▶ [Dataset records]
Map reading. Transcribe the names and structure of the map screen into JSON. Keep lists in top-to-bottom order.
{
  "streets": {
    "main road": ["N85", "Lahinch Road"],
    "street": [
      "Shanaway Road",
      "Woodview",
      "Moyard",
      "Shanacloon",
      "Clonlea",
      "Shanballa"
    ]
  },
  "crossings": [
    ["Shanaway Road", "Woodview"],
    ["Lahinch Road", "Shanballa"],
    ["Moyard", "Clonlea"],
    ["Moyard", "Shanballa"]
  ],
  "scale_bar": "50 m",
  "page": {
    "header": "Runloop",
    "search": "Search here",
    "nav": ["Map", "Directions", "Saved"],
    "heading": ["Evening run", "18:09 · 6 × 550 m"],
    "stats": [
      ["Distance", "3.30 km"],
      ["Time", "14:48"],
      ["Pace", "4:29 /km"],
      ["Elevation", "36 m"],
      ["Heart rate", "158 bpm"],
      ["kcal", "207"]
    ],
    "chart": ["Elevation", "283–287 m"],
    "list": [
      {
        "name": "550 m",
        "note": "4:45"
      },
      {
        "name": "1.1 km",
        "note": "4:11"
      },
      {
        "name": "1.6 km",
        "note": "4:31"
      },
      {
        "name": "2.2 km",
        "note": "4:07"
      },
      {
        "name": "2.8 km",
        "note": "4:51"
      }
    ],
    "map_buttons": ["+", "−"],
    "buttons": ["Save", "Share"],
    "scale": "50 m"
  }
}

▶ [Your goal]
Every entry should be duplicated exactly as written.

▶ [Task response]
Map reading. Transcribe the names and structure of the map screen into JSON. Keep lists in top-to-bottom order.
{
  "streets": {
    "main road": ["N85", "Lahinch Road"],
    "street": [
      "Shanaway Road",
      "Woodview",
      "Moyard",
      "Shanacloon",
      "Clonlea",
      "Shanballa"
    ]
  },
  "crossings": [
    ["Shanaway Road", "Woodview"],
    ["Lahinch Road", "Shanballa"],
    ["Moyard", "Clonlea"],
    ["Moyard", "Shanballa"]
  ],
  "scale_bar": "50 m",
  "page": {
    "header": "Runloop",
    "search": "Search here",
    "nav": ["Map", "Directions", "Saved"],
    "heading": ["Evening run", "18:09 · 6 × 550 m"],
    "stats": [
      ["Distance", "3.30 km"],
      ["Time", "14:48"],
      ["Pace", "4:29 /km"],
      ["Elevation", "36 m"],
      ["Heart rate", "158 bpm"],
      ["kcal", "207"]
    ],
    "chart": ["Elevation", "283–287 m"],
    "list": [
      {
        "name": "550 m",
        "note": "4:45"
      },
      {
        "name": "1.1 km",
        "note": "4:11"
      },
      {
        "name": "1.6 km",
        "note": "4:31"
      },
      {
        "name": "2.2 km",
        "note": "4:07"
      },
      {
        "name": "2.8 km",
        "note": "4:51"
      }
    ],
    "map_buttons": ["+", "−"],
    "buttons": ["Save", "Share"],
    "scale": "50 m"
  }
}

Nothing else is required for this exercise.